I had to search through a couple of neighborhoods before I found a plot near the entrance that was unclaimed. Unlike LOTRO, a house doesn’t come with your land. You can pick your own. They are a bit pricey though.
After dropping 420 platinum coins on the land, I found that a house was a bit dear. 3 rooms houses run around 10K plat, while a 1 room runs just over 5K plat. I had to assemble some coins from other characters to get a one room shack, which is what had the lowest daily upkeep price.
Yes, you have to pay daily upkeep, in plat (42 in my case) for the house, which you arrange through the real estate management window. (Who knew EQ would ever have a window with that title!)
I realize that coinage had gotten out of hand, but here clearly housing differs from the EQII variety in that there is none in the new player price range. Not that there are a ton of new players in EQ, but still. And so I had my house.
All the other plots in my area had been purchased, but nobody had built anything. And after buying the house and paying some upkeep, about all I could afford was a bunny rabbit for the yard.
So went to some other neighborhoods until I found one with houses and did what we’ve all learned to do playing RPGs and MMOs… I started walking into other people’s homes uninvited.
This looked pretty affluent from the outside, and on the inside there were many things to see. EQ doesn’t have the rather disappointing limitations on “stuff” that LOTRO does in its housing. A painting in one of the houses looked oddly familiar.
There was also quite a display of weaponry.
I let my daughter wander though houses for a bit. Now she is on Wolfshead’s side and wants to know why WoW doesn’t have housing.
And that was about it for me and EverQuest housing. Low on plat, I couldn’t experiment much.
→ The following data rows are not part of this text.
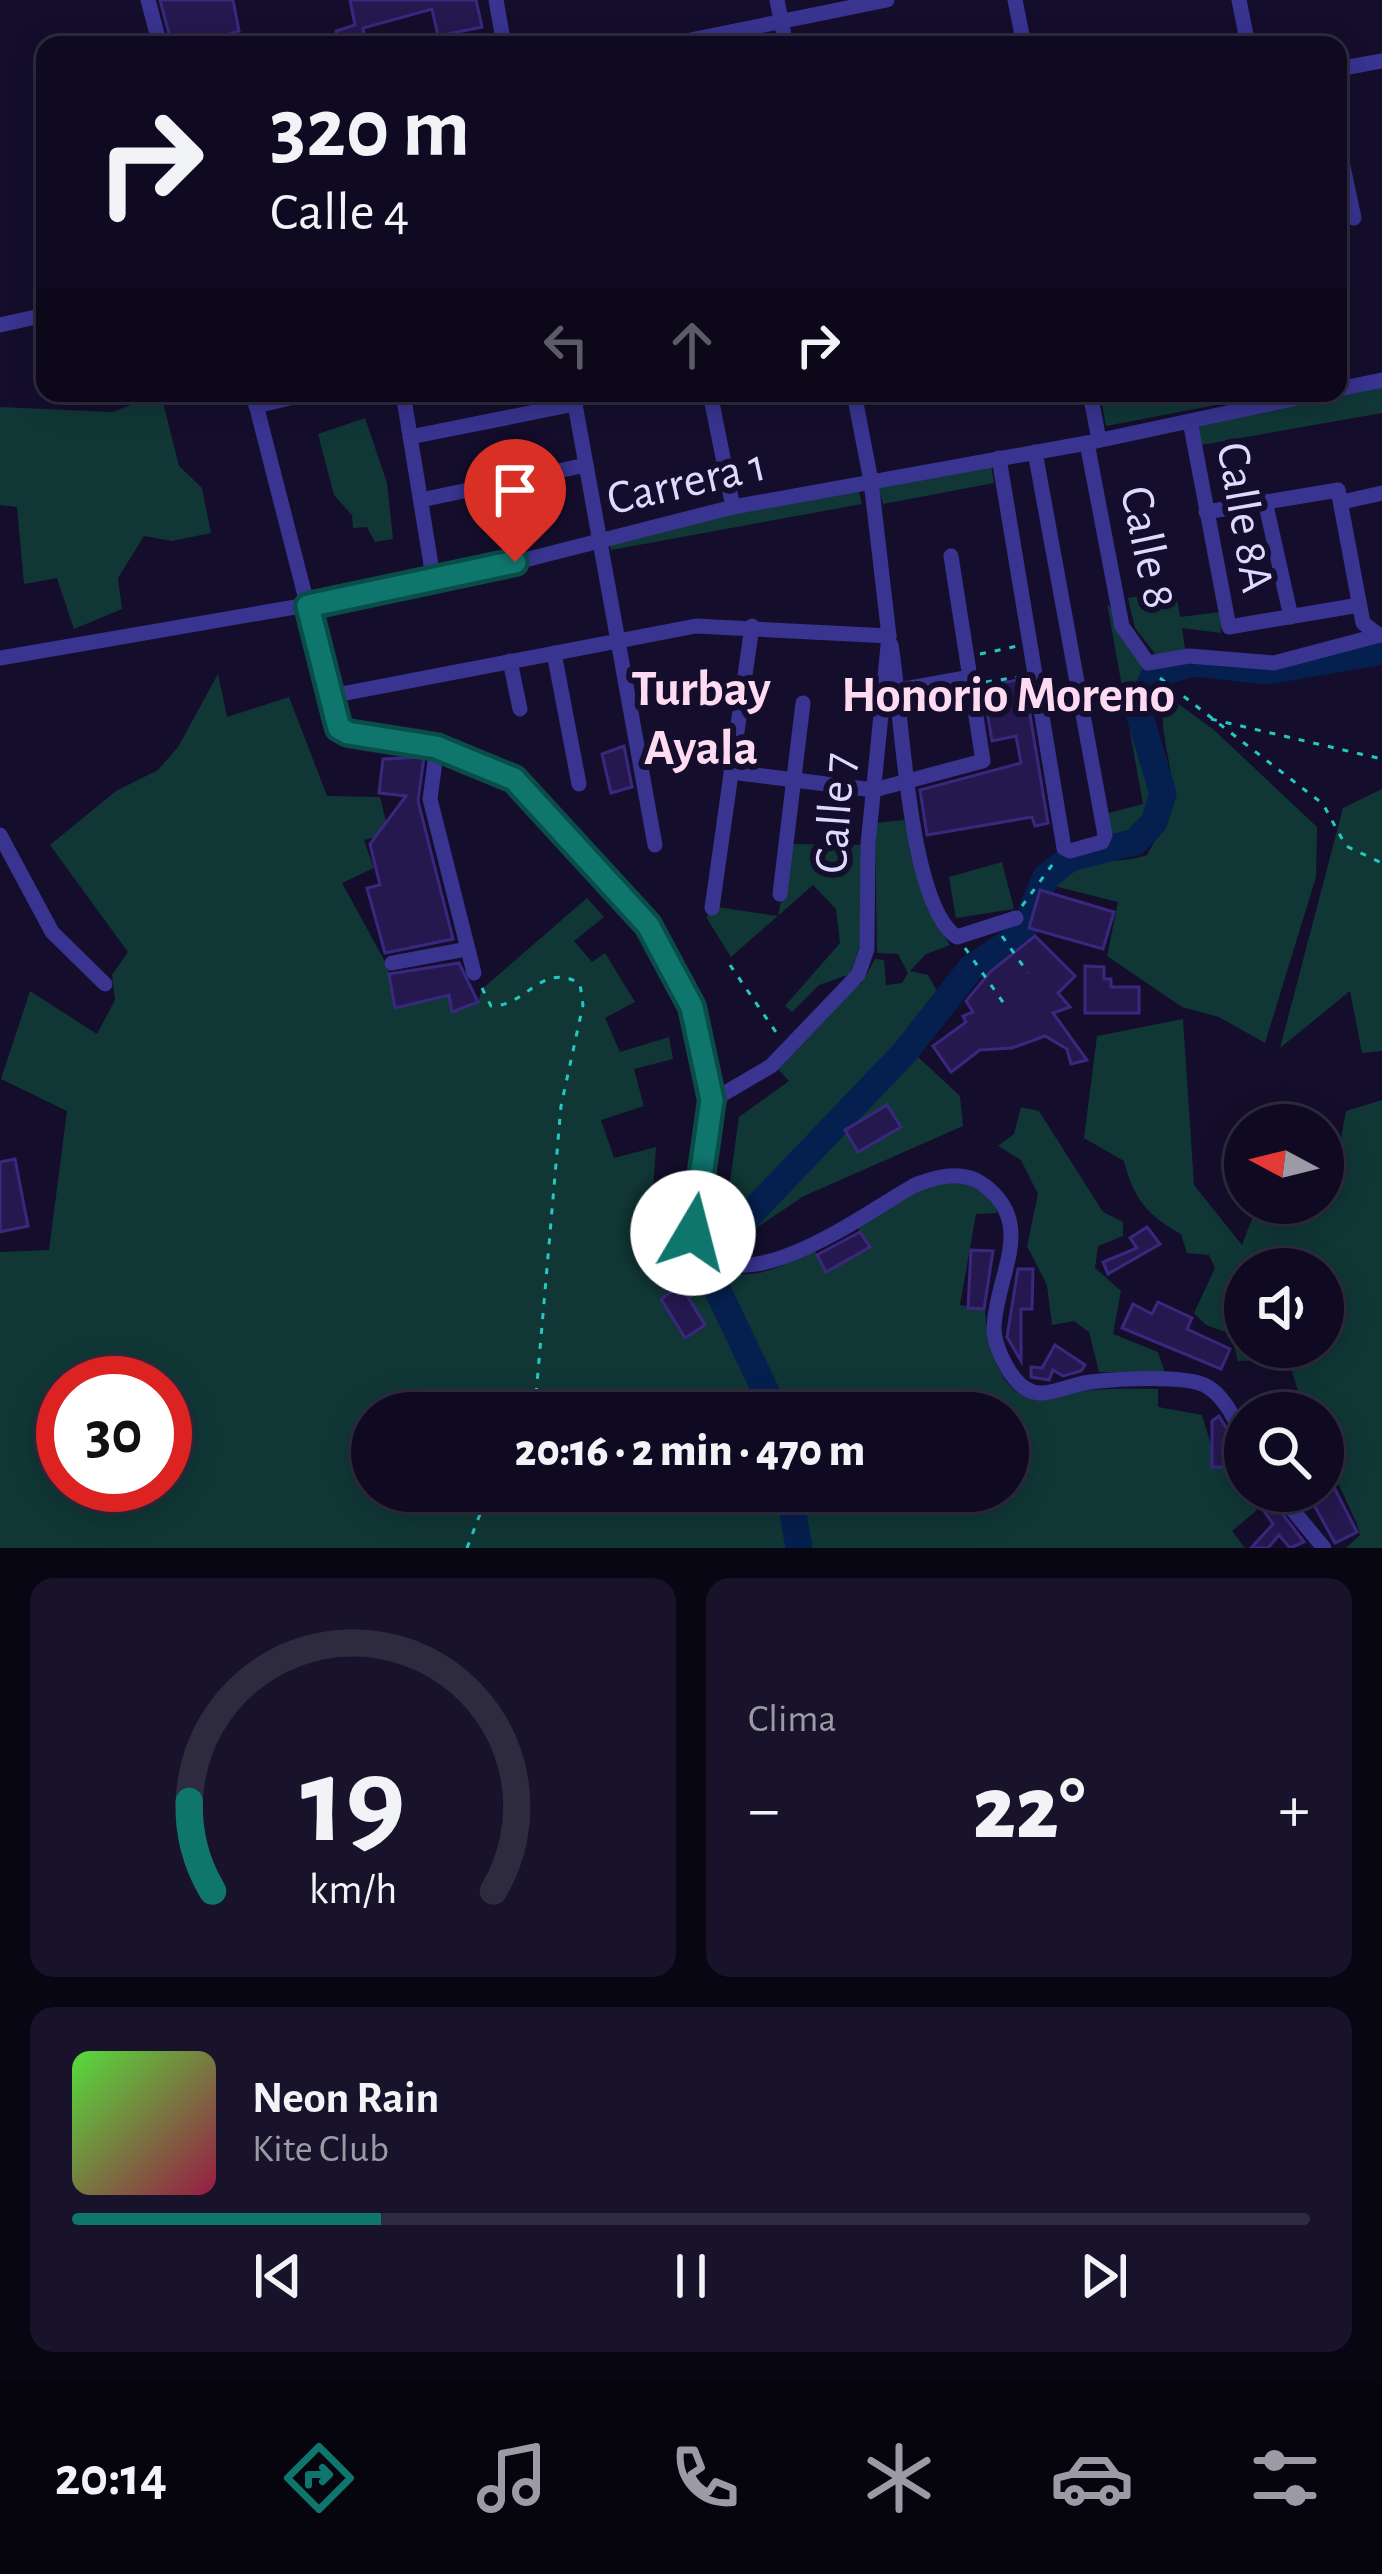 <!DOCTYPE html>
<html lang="es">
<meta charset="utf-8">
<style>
:root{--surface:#0f0a21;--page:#18132a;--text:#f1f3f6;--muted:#9b9aa5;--line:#2f2b3f;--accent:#0f766e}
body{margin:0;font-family:"Alegreya Sans",sans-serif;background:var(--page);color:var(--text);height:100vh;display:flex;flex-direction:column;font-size:45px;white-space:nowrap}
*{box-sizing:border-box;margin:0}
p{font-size:39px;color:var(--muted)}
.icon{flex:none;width:66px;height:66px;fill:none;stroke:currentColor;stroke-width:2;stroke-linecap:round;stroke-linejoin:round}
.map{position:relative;height:1548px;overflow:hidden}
.side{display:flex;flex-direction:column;gap:30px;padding:30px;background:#080612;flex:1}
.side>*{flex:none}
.banner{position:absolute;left:36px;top:36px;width:1311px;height:366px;border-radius:24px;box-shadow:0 6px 30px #0003,0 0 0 3px var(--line);background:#0f0a21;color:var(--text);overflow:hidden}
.needle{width:78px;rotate:277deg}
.controls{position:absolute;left:1224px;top:1104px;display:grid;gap:24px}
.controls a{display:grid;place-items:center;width:120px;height:120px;border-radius:50%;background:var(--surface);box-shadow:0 6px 30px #0003,0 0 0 3px var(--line);font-size:60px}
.speed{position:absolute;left:36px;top:1356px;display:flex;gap:24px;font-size:60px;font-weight:700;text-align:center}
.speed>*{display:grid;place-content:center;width:156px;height:156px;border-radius:50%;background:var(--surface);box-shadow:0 6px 30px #0003,0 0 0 3px var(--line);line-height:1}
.speed .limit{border:18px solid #d22;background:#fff;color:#111}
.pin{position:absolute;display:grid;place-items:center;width:102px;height:102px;color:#fff;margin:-123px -51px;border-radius:50% 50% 50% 0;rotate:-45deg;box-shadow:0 0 12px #0007}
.pin .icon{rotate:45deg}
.me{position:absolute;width:132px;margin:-66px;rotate:8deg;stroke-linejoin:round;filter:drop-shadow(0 0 9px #0008)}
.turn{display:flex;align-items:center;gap:42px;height:252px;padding:0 36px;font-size:54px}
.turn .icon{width:156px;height:156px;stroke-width:2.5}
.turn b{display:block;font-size:84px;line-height:102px}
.lanes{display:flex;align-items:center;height:114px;padding:0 36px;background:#0003;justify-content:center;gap:60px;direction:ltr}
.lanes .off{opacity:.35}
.big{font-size:90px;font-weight:800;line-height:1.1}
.side .widget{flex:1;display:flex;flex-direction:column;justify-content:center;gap:18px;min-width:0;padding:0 42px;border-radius:24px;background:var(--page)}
.side .dial{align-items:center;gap:0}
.dial svg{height:312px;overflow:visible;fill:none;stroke:var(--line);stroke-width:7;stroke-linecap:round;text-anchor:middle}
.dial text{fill:var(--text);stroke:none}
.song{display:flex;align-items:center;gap:36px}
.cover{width:144px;height:144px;border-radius:18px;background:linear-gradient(135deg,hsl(110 70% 55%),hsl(340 70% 35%))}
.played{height:12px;border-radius:6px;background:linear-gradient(90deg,var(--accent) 25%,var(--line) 25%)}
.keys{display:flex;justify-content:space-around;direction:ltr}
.heat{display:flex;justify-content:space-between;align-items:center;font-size:66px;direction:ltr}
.side .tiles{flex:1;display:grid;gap:30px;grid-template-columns:1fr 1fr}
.widget:last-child{grid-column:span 2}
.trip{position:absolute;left:351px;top:1392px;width:678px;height:120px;border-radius:60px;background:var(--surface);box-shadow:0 6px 30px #0003,0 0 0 3px var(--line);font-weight:800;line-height:120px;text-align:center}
.tab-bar{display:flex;height:192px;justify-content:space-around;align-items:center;background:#06040d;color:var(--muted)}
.tab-bar .icon{width:84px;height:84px}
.tab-bar .active{color:var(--accent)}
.tab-bar b{font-size:54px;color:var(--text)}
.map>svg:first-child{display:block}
.green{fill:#103736;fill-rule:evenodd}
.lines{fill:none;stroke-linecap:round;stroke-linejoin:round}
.river{stroke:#051f4f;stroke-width:27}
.building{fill:#24184f;stroke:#39287e;stroke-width:3}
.path{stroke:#23c9c0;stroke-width:3;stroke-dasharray:6 9;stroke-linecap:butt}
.minor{stroke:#383490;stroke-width:15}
.route-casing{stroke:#0a4d48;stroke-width:30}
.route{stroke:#0f766e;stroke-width:21}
.labels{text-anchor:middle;stroke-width:12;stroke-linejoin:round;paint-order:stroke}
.street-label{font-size:48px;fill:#ded9ff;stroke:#140e2c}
.neighbourhood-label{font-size:51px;font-weight:bold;fill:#ffdbf2;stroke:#140e2c}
</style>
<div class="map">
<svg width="1382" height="1548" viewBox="0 0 1382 1548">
<rect width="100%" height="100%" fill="#140e2c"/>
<g class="green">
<polygon points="1382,385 1382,413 1201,445 1197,424"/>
<polygon points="1100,393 1278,393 1106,426"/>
<polygon points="161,394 179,466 202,488 211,533 172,541 144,536 118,578 122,609 74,629 57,578 24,584 17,507 0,505 0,407 112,412"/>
<polygon points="365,418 387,483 393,539 375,542 367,527 353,528 352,515 334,495 318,434"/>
<polygon points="991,465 994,483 883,504 878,486"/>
<polygon points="858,489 862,504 611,550 608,536"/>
<polygon points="1176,590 1180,617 1220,612 1221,633 1182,628 1185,649 1157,656 1135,628 1128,598"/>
<polygon points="1107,603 1148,663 1132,708 1156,801 1133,839 1106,840 1105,814 1143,804"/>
<path d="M218 674 227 717 289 697 327 796 380 797 389 834 364 840 374 868 342 883 388 967 395 1007 449 995 453 1011 478 1002 482 989 587 898 604 917 574 941 592 962 605 953 635 1002 605 1018 620 1052 669 1037 673 1059 634 1069 644 1106 601 1120 614 1158 656 1147 648 1261C727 1265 738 1295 814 1249L826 1271 869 1247 856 1225 925 1186 966 1180 994 1200 997 1213 976 1214 960 1305 985 1309C987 1345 999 1402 1046 1400 1058 1399 1070 1392 1082 1391 1107 1388 1133 1389 1158 1389V1407L1202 1415 1215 1458 1257 1510 1232 1531 1245 1548H0V1252L49 1250 67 1111 1 1079 30 991 97 1034 115 1000 112 975 128 952 50 845 116 791 158 770 178 747ZM63 1383H165V1485H63ZM372 1413H1008V1491H372Z"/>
<path d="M1165 694 1214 730 1317 827 1316 877 1265 1043 1219 1017 1182 1007 1107 956 1118 902 1054 886C1080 853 1111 867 1147 855 1154 841 1166 825 1170 811 1179 770 1155 733 1165 694Z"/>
<polygon points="1382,789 1382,1051 1362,1053 1350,991 1280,1048 1343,808"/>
<polygon points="904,820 927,908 950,945 926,954 910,971 928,975 942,1000 904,1044 960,1096 963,1126 804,1196 753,1230 734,1236 724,1258 705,1252 697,1239 702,1205 727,1203 739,1117 789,1081 777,1068 824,1009 862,983 875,959 884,960 886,985 902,983 908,973 898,954 877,953 875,823"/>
<polygon points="792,844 864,845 861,942 850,974 819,985 792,1012 785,1006 840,943 836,909 813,885 731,957 706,917 717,907 778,916"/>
<polygon points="1002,862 1014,909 956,918 949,877"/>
<path d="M1183 1019 1194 1185 1242 1245 1258 1203H1323V1165L1337 1159 1346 1111 1382 1100V1548H1346L1360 1535 1357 1524 1323 1451V1413H1305L1288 1359 1238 1361 1231 1334 1206 1325 1194 1313 1215 1268 1209 1255 1187 1253 1181 1234C1148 1216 1133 1198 1124 1161L1084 1138 1097 1036ZM1245 1269H1323V1347H1245Z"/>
<polygon points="1021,1107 1039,1111 1103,1212 1123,1222 1123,1236 1098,1246 1095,1268 1121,1291 1113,1334 1158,1352 1165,1373 1099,1372 1089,1332 1074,1321 1052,1325 1047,1285 1027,1246 1038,1194 1021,1160 998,1146 1014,1134"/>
</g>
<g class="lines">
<g class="river">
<polyline points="776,1413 710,1274 714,1252 906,1051 971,968 1022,934 1046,877 1070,858 1135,842 1154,822 1163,794 1138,709 1155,674 1193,663 1267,671 1382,651"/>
<polyline points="789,1491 799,1548"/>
</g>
</g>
<g class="building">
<polygon points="160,0 233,0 239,31 230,34 234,45 172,45"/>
<polygon points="350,0 476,0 482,27 438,36 432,9 363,28 366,45 339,45 336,31 355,25"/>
<polygon points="1024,679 1048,823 1035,826 1032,817 927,835 920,790 1021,763 1016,736 992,741 983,686"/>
<polygon points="624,746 632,787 611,793 602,754"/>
<polygon points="424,757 418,801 453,939 385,953 367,888 380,885 370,844 406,796 379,793 383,759"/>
<polygon points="1040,890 1114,912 1103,949 1029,928"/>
<polygon points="1035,936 1075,976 1058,993 1070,1007 1053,1013 1087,1060 1071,1064 1067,1049 1045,1036 1012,1048 980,1050 951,1072 933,1046 966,1022 963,1016 973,1012 966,1001 990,972"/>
<polygon points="459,963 478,1002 452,1012 449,995 395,1008 389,974"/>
<polygon points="1085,966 1104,967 1104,979 1111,979 1111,987 1139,987 1139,1013 1085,1013"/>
<polygon points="887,1105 901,1127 858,1152 845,1130"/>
<polygon points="15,1159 28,1226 0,1232 0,1162"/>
<polygon points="1147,1227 1160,1244 1108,1274 1103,1262 1137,1248 1130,1238"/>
<polygon points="860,1232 870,1247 826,1272 817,1255"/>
<polygon points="971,1250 993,1251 984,1309 968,1308"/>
<polygon points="1018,1269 1033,1269 1032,1309 1021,1309 1021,1361 1007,1337"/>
<polygon points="681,1286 705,1325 685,1338 661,1299"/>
<polygon points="1158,1302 1192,1318 1187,1329 1230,1349 1221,1369 1122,1328 1133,1304 1152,1314"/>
<polygon points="1055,1345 1085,1365 1081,1371 1063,1376 1053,1370 1049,1380 1031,1377 1031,1367 1042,1368"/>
<polygon points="1219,1416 1240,1450 1239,1467 1212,1467 1212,1421"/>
<polygon points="1323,1466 1357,1532 1335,1543 1314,1505 1307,1509 1296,1491 1323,1491"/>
<polygon points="1250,1491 1265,1491 1304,1542 1290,1548 1279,1535 1268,1548 1251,1548 1273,1524"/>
</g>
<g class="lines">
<g class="path">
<polyline points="980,654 1018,646"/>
<polyline points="1160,678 1323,804 1346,846 1382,863"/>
<polyline points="986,682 1018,677"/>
<polyline points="1211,719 1382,759"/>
<polyline points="1022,906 1055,861"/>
<polyline points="1002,936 1028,973"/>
<polyline points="965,948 1005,1005"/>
<polyline points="730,965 780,1038"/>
<path d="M482 988 491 1006C526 1007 543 960 580 984L583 1005 561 1106 536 1395 526 1413"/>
<polyline points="467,1548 489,1491"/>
</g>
<g class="minor">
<polyline points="148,0 160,45"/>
<polyline points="496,0 504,45"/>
<polyline points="777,0 786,45"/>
<polyline points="1015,0 1024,45"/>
<polyline points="1239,0 1248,45"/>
<polyline points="666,45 887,0"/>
<polyline points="1338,69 1382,61"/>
<polyline points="1338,143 1354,218"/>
<polyline points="0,325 45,315"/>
<polyline points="1338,389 1382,380"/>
<path d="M253 393 339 728 437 747 514 779 648 925 692 1007 713 1100 692 1241C739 1310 863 1214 915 1185 937 1176 964 1169 984 1185 1037 1225 996 1274 994 1328 994 1344 1005 1367 1015 1379 1038 1407 1062 1385 1090 1382 1115 1379 1189 1374 1208 1387 1226 1398 1235 1421 1245 1439"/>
<polyline points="403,393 434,583"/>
<polyline points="573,393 655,845"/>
<polyline points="710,393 733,507"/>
<polyline points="1090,393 1099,440"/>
<polyline points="256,406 311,393"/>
<polyline points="1190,421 1229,627 1359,605"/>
<polyline points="410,437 575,404"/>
<polyline points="1087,443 1122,626 1148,663 1189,656 1274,663 1380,635"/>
<polyline points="999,458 1064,848 1070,851 1102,842 1105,835 1035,452"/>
<polyline points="421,500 586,465"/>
<polyline points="1265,501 1291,617"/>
<polyline points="1342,502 1382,493"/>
<polyline points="1206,512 1338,490 1363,623 1379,635"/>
<path d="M891 645C902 706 907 905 957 937L1016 918"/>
<polyline points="554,653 579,784"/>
<polyline points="0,658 434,583 733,507 1087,443 1320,393"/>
<polyline points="510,661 520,709"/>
<polyline points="899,690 971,677"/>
<polyline points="331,696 696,626 889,636"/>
<polyline points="437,747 430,799 474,973"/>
<polyline points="731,772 874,790 983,761 951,556"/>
<polyline points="0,835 52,932 105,984"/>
<polyline points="780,894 803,703"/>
<polyline points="712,908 752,626"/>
<polyline points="392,963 467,949"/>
<polyline points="713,1100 771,1066 858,975 867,949 868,844 889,636 871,481 854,393"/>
<polyline points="1277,1491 1324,1548"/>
</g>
</g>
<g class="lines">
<defs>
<polyline id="route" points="515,562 308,606 336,717 339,728 348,733 436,747 514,779 648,925 692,1007 712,1100 693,1233"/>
</defs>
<use href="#route" class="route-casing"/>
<use href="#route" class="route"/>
</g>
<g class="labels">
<g class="street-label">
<text transform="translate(686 480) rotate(-13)" y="17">Carrera 1</text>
<text transform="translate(1247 517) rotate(80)" y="17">Calle 8A</text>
<text transform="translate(1150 547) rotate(78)" y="17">Calle 8</text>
<text transform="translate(833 813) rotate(-86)" y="17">Calle 7</text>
</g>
<g class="neighbourhood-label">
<text x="701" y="705">Turbay<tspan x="701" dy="59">Ayala</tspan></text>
<text x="1008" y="711">Honorio Moreno</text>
</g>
</g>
</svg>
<div class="controls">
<a><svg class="needle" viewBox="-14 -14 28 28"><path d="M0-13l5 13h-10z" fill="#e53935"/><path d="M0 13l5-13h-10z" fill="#9b9aa5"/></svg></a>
<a><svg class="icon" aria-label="sound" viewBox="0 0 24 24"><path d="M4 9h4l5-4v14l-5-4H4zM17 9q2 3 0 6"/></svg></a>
<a><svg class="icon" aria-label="search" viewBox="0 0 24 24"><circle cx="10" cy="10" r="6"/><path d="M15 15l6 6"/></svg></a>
</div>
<div class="speed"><div class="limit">30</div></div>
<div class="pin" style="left:515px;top:562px;background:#d93025"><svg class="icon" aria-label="arrive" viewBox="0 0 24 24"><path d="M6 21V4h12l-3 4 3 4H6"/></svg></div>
<svg class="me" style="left:693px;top:1233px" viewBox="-20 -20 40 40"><circle r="19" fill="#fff"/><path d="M0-13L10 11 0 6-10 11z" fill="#0f766e"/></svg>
<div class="trip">20:16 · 2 min · 470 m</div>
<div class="banner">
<div class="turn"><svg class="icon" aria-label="right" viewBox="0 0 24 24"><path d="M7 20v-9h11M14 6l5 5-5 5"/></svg><div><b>320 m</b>Calle 4</div></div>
<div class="lanes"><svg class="icon off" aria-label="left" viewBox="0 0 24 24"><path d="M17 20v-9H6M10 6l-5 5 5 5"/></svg><svg class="icon off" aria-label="ahead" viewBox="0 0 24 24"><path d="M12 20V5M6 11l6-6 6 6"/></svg><svg class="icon" aria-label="right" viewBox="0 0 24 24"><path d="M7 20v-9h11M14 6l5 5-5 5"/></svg></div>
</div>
</div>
<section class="side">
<div class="tiles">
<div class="widget dial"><svg viewBox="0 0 100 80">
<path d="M14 69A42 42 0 1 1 86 69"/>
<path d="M14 69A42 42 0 0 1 8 46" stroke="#0f766e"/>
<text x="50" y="56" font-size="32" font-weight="700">19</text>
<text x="50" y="72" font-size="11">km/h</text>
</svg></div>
<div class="widget"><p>Clima</p>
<div class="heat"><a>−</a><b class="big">22°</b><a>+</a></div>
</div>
<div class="widget">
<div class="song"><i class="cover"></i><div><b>Neon Rain</b><p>Kite Club</p></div></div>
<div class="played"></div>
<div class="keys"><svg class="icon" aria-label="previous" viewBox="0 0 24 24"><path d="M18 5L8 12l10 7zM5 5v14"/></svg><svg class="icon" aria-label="pause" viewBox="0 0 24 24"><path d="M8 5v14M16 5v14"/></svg><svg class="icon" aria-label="next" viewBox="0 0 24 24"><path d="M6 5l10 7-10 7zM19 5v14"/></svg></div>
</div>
</div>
</section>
<nav class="tab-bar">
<b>20:14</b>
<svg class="icon active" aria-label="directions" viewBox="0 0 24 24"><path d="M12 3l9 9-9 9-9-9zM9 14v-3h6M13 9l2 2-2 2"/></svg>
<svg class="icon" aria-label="music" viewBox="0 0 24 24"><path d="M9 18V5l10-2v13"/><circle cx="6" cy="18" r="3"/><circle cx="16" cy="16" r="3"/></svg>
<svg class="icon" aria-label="phone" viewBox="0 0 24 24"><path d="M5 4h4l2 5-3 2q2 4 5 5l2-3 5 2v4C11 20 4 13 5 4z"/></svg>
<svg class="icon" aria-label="climate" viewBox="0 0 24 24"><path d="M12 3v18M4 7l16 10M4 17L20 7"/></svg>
<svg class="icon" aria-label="car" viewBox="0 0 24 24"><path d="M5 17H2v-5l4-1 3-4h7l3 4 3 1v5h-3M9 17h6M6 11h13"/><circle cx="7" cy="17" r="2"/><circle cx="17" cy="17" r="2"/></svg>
<svg class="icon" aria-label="filters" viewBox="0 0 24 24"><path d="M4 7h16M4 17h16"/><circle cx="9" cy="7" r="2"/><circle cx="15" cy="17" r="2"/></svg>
</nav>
Some gnome will probably be along to reposess my house soon.
But it was nice to see how they implemented player housing in EQ.
On the plus side, I like the housing suburb idea, akin to what LOTRO has, relative to the EQII one door, many occupants. And I like that object placement has that wide-open “put it anywhere” aspect that EQII has, and that LOTRO would be well served to copy.
On the other hand, housing seems a bit pricey. No new player is going to have a house for a long, long time. I like the EQII 5 silver a week apartment option. And the empty plots that people have bought but not bothered to decorate, those are something of a downer. Some areas look like what you see flying in over Las Vegas. LOTRO’s neighborhoods never look so empty, since the house comes with the lot.
And, of course, the game is starting to really feel its age, even in a new area like this. You can get around, but convention has replaced a lot of quirks in this game from 1999.